§ What you are asked to do
The expected response is a copy of every line in the entries below that includes the word "panel".

§ Data for the task
+++++

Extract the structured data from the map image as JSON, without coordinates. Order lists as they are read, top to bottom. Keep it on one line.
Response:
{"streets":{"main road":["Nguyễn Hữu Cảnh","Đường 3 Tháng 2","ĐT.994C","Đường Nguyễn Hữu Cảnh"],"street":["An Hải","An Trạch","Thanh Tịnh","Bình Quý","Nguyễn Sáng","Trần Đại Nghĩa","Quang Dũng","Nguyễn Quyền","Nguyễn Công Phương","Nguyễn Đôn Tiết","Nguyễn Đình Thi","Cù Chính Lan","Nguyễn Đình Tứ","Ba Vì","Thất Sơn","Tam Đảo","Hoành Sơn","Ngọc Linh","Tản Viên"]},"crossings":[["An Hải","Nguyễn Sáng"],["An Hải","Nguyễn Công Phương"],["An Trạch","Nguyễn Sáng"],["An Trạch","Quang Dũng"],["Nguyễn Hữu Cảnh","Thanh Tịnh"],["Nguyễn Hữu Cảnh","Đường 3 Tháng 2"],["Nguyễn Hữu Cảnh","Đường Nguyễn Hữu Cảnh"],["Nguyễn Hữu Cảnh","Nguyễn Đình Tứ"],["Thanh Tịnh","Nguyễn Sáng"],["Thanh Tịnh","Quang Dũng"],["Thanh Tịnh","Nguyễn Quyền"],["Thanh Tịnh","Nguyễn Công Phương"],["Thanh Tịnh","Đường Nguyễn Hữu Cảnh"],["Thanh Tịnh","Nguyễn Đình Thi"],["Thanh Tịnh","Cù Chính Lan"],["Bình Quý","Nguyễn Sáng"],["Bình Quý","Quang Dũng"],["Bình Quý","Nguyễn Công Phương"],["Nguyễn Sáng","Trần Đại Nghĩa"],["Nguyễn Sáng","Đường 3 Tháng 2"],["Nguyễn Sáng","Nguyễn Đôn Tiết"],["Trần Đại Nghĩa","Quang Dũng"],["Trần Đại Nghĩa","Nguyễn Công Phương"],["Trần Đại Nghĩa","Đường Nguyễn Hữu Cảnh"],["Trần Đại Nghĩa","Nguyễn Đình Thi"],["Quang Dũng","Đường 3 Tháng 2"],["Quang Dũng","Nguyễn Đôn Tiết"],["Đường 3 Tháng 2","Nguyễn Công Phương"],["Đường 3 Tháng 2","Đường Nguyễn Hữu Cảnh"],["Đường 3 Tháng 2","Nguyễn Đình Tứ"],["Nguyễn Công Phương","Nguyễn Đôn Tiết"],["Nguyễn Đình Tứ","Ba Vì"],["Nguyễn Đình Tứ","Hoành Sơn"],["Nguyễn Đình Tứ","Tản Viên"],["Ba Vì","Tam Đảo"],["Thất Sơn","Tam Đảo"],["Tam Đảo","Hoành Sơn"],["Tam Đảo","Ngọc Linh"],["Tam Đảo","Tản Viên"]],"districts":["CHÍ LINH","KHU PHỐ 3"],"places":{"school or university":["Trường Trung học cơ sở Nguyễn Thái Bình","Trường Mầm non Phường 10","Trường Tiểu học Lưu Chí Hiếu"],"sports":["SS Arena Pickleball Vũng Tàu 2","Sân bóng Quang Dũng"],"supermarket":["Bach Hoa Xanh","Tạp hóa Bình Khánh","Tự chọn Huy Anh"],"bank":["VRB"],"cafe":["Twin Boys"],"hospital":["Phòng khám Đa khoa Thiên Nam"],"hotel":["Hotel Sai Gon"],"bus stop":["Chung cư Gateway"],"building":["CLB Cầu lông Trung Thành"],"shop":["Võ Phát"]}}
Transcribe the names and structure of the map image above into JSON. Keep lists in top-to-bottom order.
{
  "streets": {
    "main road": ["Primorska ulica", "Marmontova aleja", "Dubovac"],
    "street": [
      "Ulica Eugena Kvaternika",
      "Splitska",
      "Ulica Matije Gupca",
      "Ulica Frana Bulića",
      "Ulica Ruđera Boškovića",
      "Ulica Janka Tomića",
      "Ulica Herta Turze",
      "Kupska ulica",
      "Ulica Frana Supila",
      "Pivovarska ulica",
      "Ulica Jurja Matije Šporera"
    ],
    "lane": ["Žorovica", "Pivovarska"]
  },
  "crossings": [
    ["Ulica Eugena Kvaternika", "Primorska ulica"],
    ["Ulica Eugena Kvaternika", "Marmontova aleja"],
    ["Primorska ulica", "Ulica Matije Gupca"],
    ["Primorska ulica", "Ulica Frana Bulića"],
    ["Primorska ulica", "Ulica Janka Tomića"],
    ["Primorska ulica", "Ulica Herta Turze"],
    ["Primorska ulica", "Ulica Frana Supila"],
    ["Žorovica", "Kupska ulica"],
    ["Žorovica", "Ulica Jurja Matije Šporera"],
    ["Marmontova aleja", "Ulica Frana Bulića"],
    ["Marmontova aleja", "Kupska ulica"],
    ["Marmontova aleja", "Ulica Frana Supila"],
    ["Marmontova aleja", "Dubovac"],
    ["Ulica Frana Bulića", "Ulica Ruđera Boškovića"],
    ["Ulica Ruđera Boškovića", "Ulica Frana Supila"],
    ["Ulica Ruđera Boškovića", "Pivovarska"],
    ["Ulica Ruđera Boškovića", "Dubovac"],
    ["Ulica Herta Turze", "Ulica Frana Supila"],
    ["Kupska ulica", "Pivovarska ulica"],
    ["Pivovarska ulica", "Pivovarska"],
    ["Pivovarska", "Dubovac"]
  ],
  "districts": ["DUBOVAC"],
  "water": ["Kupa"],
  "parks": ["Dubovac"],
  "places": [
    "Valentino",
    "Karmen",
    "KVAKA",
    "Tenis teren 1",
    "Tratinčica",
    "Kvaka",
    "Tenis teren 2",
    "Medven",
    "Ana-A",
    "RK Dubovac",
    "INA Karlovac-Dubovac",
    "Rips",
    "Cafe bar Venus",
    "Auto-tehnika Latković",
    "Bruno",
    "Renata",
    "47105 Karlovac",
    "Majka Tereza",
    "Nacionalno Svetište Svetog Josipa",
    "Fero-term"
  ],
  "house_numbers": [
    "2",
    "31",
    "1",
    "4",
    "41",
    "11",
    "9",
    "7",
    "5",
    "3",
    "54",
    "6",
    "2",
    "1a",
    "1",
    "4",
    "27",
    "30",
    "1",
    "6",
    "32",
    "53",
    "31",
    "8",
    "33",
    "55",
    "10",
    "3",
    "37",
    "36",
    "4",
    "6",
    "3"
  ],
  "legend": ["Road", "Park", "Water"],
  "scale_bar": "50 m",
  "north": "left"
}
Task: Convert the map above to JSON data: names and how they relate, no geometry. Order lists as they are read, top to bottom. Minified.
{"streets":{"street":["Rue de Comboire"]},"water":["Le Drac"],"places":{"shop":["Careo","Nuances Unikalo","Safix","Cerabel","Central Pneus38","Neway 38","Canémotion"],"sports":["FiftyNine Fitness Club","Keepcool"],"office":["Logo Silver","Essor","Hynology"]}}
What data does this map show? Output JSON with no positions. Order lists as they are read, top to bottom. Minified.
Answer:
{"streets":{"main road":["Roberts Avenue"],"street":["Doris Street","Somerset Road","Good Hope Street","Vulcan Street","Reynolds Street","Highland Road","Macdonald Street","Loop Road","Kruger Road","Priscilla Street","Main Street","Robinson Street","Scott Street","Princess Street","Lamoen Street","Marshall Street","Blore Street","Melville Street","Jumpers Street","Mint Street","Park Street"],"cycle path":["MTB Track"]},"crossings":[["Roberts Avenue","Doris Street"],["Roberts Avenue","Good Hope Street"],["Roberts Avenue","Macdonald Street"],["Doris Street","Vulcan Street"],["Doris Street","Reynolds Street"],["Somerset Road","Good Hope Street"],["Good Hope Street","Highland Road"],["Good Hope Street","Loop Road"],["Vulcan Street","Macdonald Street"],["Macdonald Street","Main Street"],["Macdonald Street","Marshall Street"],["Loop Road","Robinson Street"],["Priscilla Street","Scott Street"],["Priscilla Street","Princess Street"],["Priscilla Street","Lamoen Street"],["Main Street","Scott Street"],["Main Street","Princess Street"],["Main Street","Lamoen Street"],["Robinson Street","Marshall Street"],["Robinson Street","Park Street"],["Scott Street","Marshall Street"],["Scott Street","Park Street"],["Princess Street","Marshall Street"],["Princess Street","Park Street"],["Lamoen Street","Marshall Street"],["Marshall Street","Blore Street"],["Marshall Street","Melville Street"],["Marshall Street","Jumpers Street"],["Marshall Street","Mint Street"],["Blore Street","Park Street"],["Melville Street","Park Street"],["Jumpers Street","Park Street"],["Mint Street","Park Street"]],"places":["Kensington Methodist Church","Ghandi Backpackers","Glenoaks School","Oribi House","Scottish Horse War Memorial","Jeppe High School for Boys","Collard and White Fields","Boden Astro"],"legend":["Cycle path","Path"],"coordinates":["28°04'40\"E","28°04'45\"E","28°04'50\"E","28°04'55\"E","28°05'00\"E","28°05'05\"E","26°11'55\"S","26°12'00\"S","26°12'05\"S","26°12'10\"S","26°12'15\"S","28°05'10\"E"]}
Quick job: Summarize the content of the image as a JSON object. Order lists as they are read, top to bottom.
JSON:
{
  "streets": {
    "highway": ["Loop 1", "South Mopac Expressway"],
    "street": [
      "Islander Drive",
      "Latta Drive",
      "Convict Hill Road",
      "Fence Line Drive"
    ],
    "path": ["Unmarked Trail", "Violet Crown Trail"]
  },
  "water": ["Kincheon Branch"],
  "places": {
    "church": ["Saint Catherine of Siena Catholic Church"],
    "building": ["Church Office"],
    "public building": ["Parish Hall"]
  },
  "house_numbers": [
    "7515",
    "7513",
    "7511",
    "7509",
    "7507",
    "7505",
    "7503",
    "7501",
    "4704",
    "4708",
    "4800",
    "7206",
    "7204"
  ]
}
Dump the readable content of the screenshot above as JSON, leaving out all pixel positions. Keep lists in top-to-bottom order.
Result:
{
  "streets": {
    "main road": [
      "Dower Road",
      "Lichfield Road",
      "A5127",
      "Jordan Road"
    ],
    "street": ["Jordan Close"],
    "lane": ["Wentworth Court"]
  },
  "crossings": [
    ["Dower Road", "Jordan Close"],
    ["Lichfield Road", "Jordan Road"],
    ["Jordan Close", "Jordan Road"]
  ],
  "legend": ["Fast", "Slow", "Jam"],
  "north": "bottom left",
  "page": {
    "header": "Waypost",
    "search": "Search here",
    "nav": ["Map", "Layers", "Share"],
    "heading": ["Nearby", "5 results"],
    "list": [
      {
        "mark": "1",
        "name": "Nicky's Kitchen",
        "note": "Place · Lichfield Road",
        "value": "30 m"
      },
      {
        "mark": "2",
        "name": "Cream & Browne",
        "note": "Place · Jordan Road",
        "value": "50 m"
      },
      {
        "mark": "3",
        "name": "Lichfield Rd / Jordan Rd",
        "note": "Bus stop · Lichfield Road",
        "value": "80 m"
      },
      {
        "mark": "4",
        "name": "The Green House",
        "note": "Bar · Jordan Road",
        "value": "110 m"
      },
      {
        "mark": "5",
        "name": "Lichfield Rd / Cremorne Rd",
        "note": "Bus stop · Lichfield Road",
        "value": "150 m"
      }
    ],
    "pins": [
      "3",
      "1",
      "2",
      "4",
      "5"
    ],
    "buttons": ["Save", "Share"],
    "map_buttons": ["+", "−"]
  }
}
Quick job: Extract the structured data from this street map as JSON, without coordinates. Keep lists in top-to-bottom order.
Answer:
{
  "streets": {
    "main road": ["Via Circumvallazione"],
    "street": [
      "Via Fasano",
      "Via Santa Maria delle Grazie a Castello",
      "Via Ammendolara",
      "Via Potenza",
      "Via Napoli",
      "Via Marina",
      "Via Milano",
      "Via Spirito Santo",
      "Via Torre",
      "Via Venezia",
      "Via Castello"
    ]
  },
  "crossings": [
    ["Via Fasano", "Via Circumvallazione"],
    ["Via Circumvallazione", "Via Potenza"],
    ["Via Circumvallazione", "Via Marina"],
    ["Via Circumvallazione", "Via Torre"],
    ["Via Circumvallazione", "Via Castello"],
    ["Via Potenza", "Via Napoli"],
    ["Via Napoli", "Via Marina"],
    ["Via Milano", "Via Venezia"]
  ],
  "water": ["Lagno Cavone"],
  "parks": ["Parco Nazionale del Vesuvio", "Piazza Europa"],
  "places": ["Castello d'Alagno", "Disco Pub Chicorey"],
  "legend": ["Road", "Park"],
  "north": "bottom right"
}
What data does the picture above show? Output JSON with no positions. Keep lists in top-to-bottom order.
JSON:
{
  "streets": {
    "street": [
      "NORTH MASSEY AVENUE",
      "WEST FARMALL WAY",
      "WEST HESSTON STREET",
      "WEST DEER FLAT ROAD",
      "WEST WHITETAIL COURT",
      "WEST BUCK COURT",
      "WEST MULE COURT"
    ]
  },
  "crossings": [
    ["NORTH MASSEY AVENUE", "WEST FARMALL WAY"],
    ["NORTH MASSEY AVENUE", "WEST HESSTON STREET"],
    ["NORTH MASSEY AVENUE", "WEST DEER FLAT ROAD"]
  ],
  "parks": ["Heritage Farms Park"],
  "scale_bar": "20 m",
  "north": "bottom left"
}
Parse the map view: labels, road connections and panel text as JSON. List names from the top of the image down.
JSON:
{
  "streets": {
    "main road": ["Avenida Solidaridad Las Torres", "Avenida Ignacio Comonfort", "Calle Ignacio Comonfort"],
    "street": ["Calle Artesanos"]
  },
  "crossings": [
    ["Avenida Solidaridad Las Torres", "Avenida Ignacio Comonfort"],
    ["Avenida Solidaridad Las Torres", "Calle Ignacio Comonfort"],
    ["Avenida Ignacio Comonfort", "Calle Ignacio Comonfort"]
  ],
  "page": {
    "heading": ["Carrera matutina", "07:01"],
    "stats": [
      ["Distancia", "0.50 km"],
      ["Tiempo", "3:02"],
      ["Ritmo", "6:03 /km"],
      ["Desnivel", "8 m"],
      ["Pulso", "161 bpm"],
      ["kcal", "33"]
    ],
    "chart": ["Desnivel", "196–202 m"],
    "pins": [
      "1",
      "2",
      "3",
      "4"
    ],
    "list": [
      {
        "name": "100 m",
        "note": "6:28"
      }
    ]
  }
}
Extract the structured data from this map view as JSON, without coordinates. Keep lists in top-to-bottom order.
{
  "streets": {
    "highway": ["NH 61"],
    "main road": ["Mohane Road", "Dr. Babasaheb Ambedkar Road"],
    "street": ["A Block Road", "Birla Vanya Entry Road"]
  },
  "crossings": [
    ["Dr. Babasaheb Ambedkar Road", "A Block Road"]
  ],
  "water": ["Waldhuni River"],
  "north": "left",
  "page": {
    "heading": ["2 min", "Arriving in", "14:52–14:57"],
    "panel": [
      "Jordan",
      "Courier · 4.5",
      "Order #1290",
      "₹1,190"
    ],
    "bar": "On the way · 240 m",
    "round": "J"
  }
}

+++++

§ Answer area
Parse the map view: labels, road connections and panel text as JSON. List names from the top of the image down.
    "panel": [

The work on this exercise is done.